El fotógrafo Pablo Grillo, quien sufrió lesiones encefalocraneanas durante la represión frente al Congreso el 12 de marzo de 2025, se presentó como querellante particular en la causa y reclamó que se investigue la responsabilidad de los jefes de Gendarmería y del Ministerio de Seguridad.
La presentación fue realizada en el Juzgado Federal N°1 de María Servini, con el patrocinio de las abogadas Claudia Cesaroni y Agustina Lloret.
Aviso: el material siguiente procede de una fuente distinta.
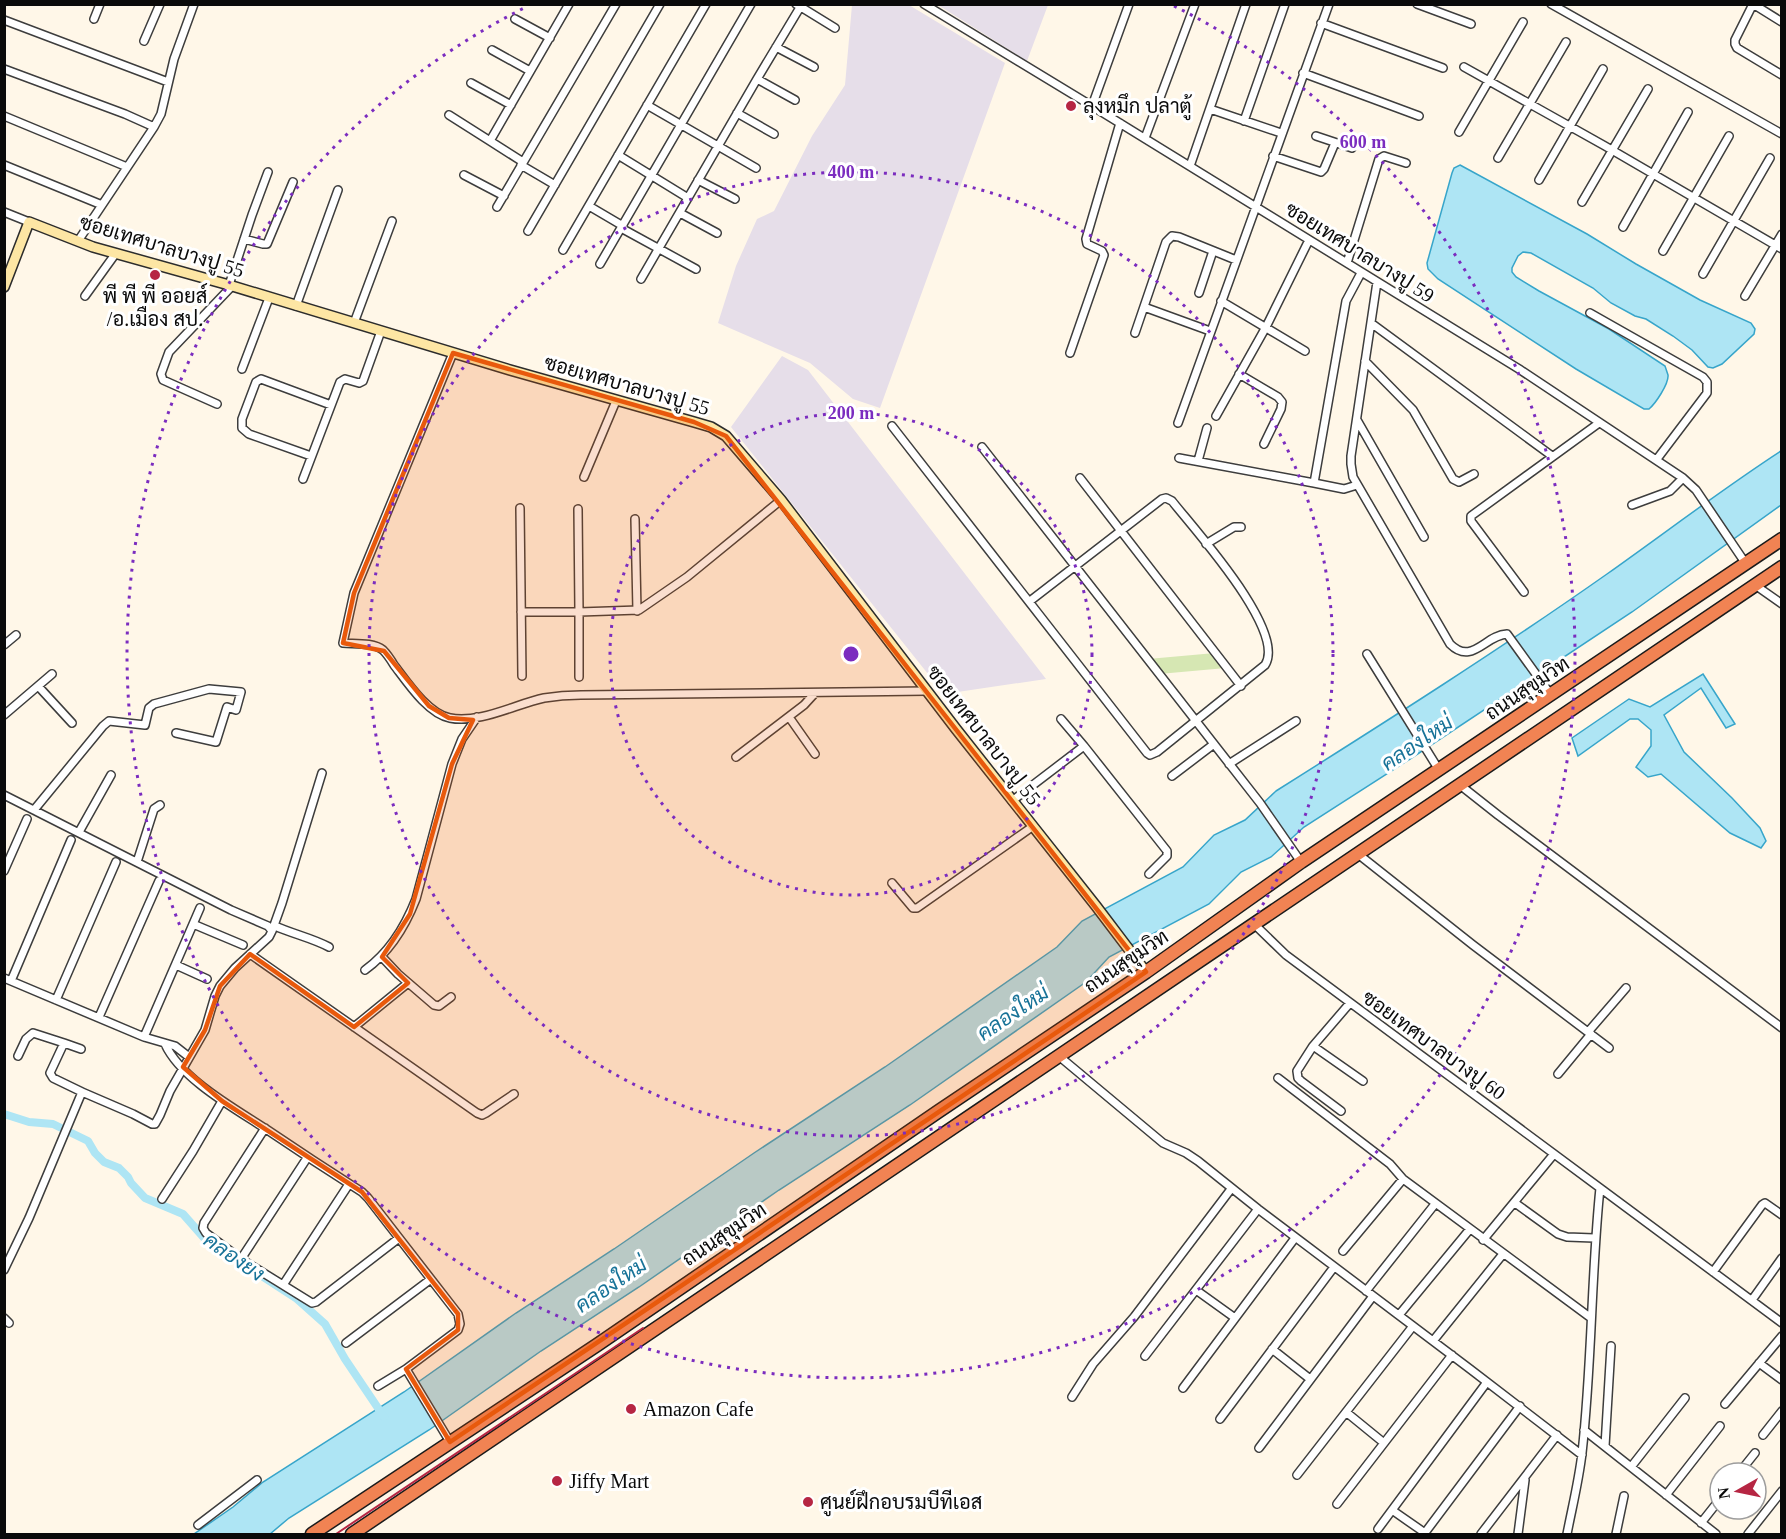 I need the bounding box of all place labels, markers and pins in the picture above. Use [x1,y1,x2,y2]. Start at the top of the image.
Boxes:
place label: ลุงหมึก ปลาตู้ [1083,93,1193,121]
marker: ลุงหมึก ปลาตู้ [1064,99,1078,113]
marker: พี พี พี ออยส์ /อ.เมือง สป. [148,268,162,282]
place label: พี พี พี ออยส์ /อ.เมือง สป. [103,282,207,330]
centre of rings [841,644,861,664]
place label: Amazon Cafe [643,1398,754,1420]
marker: Amazon Cafe [624,1402,638,1416]
place label: Jiffy Mart [569,1470,650,1493]
marker: Jiffy Mart [550,1474,564,1488]
place label: ศูนย์ฝึกอบรมบีทีเอส [820,1488,982,1517]
marker: ศูนย์ฝึกอบรมบีทีเอส [801,1495,815,1509]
Grillo apuntó a la cadena de mando detrás del accionar del cabo primero Héctor Jesús Guerrero, procesado por disparar seis veces con una pistola lanzagases en ángulo horizontal, práctica prohibida por protocolo.
Uno de esos disparos impactó en la cabeza del fotógrafo y lo dejó con graves secuelas.
La querella sostiene que los superiores no intervinieron para frenar la violencia y, en algunos casos, incluso alentaron el accionar.
El escrito señala a los jefes de grupo Hernán Ariel Kozak y Jorge Luis Reyes, al inspector de la Policía Federal Gerardo Ariel Perillo Scampini, al comandante Néstor Germán López y al alférez Gonzalo Gabriel Goulart.
También apunta al director nacional de Gendarmería, Claudio Miguel Brilloni, cuya presencia en el lugar no moderó la represión.
Finalmente, la querella pidió investigar la responsabilidad política de la entonces ministra de Seguridad Patricia Bullrich.
Está acusada de cerrar sin fundamentos la investigación administrativa interna contra Guerrero y de instalar públicamente una versión falsa de lo ocurrido.
Para Grillo y su entorno, el objetivo es que la causa avance más allá del autor material y se determinen las responsabilidades jerárquicas – políticas en el operativo.